╔══

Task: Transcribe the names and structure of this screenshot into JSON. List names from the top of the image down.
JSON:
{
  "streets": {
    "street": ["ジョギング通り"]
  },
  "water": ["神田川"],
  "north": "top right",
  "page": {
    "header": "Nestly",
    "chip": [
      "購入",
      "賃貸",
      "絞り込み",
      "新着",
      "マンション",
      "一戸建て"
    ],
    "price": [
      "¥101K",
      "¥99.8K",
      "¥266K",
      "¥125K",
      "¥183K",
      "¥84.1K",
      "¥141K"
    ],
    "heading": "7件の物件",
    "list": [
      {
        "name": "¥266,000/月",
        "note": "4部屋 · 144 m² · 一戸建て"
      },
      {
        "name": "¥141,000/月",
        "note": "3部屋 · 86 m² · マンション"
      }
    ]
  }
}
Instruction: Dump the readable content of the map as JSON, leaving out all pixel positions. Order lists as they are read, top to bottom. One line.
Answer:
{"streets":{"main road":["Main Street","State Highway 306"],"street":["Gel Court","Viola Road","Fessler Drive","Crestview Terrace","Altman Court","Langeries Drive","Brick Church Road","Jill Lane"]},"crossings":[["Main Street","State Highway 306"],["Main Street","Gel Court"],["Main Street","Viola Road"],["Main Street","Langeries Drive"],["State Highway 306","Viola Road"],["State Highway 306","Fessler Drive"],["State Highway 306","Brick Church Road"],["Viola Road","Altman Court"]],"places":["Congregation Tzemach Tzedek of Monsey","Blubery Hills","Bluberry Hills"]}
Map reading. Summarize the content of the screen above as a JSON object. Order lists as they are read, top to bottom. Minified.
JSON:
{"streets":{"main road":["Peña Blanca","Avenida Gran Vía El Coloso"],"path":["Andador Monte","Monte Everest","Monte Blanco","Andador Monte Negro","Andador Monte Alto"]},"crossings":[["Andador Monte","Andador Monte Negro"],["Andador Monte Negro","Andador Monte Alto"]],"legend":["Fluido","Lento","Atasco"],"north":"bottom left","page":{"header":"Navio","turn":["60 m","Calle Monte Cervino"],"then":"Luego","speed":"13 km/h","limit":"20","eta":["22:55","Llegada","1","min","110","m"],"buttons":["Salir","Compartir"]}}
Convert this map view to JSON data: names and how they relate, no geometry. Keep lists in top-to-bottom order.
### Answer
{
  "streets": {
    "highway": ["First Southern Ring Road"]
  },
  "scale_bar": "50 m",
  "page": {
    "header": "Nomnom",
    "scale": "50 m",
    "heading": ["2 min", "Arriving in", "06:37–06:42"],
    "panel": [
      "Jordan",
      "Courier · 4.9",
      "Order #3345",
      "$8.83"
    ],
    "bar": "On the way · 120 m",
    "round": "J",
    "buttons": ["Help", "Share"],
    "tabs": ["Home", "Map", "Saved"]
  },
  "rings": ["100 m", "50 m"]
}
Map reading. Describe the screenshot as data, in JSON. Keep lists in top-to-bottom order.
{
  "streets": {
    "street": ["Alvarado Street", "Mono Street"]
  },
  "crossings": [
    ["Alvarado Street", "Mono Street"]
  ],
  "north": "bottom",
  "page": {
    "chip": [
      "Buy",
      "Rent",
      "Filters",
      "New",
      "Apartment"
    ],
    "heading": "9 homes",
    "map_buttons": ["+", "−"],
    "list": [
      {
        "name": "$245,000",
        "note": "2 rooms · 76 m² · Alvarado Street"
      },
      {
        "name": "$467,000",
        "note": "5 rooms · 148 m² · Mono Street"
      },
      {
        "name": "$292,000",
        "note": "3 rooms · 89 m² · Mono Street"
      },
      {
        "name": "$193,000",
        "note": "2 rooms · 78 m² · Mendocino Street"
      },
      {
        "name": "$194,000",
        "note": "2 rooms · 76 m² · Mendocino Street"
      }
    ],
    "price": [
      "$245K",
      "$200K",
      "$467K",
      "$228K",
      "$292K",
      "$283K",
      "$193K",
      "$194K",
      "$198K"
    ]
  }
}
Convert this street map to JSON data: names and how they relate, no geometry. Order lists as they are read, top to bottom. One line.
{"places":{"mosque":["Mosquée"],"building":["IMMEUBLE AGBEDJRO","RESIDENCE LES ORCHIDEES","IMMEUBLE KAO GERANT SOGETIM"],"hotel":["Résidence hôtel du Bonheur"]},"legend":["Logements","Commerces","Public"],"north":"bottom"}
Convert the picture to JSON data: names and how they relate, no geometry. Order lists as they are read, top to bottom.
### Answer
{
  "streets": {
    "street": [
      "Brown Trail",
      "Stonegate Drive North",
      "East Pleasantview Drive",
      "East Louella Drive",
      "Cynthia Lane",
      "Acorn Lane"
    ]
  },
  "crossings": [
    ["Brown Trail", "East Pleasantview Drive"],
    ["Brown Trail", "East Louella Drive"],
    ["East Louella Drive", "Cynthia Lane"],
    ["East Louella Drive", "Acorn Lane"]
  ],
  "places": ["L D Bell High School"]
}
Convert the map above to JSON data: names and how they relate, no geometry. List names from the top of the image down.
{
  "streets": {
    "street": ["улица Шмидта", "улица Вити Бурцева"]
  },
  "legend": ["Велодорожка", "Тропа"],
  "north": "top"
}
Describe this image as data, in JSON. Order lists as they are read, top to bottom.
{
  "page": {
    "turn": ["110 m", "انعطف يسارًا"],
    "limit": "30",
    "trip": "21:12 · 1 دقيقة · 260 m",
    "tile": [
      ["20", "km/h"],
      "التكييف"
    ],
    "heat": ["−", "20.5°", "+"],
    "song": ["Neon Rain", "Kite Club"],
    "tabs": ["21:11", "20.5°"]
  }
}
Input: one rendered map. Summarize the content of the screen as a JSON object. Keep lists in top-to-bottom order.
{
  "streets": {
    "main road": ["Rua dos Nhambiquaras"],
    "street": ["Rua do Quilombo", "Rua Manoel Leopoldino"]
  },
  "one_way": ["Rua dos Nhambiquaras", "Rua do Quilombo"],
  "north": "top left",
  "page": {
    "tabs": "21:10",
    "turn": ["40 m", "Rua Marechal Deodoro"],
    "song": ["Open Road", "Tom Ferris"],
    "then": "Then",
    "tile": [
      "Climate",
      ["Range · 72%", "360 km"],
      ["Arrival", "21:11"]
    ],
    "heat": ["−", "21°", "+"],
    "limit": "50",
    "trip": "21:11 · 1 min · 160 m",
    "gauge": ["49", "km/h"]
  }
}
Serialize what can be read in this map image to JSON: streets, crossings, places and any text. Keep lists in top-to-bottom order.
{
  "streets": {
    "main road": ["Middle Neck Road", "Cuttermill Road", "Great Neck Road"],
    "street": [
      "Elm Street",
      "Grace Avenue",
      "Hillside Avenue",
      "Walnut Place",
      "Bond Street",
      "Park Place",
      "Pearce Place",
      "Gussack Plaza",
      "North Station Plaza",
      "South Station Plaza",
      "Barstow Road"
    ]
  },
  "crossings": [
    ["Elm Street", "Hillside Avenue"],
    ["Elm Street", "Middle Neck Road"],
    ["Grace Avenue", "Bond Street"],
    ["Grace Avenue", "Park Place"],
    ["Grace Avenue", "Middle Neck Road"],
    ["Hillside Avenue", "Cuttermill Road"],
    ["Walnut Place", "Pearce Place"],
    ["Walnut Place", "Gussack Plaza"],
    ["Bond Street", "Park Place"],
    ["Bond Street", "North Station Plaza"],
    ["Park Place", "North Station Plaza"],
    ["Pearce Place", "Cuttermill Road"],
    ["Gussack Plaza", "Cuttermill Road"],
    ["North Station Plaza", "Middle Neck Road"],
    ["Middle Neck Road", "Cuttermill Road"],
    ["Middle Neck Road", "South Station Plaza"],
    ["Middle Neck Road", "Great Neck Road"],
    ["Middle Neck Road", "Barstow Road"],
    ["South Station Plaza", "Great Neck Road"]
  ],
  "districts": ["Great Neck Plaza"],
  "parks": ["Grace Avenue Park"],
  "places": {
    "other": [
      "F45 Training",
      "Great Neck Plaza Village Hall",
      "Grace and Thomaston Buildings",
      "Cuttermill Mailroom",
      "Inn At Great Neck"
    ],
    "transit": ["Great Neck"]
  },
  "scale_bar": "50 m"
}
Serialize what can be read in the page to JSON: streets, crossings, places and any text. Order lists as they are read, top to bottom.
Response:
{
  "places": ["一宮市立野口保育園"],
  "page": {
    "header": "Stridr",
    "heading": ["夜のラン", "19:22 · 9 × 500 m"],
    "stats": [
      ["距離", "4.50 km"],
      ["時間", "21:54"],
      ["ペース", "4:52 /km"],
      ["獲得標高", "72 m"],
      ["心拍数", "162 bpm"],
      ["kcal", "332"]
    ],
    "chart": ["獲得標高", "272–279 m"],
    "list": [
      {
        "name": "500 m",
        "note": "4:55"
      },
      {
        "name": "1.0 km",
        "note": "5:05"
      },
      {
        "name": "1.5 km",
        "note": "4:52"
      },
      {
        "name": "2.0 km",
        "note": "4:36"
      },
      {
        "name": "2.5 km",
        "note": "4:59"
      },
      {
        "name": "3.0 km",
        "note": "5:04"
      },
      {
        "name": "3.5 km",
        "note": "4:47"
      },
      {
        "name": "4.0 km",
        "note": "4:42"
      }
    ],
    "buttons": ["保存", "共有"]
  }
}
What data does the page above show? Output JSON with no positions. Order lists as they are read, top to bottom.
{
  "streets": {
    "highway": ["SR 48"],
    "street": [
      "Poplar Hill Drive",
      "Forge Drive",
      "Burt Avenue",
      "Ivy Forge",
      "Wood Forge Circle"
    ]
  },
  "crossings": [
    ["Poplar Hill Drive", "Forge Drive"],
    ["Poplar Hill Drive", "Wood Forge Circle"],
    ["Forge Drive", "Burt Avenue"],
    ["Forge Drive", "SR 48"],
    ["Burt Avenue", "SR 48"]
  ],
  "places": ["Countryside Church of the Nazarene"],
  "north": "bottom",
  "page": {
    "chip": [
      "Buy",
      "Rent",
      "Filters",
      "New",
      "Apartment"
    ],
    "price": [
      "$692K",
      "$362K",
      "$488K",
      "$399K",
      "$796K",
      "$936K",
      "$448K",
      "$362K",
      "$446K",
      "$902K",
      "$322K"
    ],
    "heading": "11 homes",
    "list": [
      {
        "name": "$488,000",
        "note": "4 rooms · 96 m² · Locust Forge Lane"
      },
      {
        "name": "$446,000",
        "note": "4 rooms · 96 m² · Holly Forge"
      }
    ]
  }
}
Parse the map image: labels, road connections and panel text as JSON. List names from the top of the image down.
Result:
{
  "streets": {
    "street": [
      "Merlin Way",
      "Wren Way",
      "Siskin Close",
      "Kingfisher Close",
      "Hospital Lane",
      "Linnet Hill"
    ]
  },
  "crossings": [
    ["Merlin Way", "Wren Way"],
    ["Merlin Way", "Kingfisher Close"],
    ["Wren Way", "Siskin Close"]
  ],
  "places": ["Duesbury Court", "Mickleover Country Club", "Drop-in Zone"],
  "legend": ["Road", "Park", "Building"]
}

╚══

Exercise brief: Look above and repeat, character for character, the lines from the first one to the line with "Instruction: Dump the", counting both.

Result:
Task: Transcribe the names and structure of this screenshot into JSON. List names from the top of the image down.
JSON:
{
  "streets": {
    "street": ["ジョギング通り"]
  },
  "water": ["神田川"],
  "north": "top right",
  "page": {
    "header": "Nestly",
    "chip": [
      "購入",
      "賃貸",
      "絞り込み",
      "新着",
      "マンション",
      "一戸建て"
    ],
    "price": [
      "¥101K",
      "¥99.8K",
      "¥266K",
      "¥125K",
      "¥183K",
      "¥84.1K",
      "¥141K"
    ],
    "heading": "7件の物件",
    "list": [
      {
        "name": "¥266,000/月",
        "note": "4部屋 · 144 m² · 一戸建て"
      },
      {
        "name": "¥141,000/月",
        "note": "3部屋 · 86 m² · マンション"
      }
    ]
  }
}
Instruction: Dump the readable content of the map as JSON, leaving out all pixel positions. Order lists as they are read, top to bottom. One line.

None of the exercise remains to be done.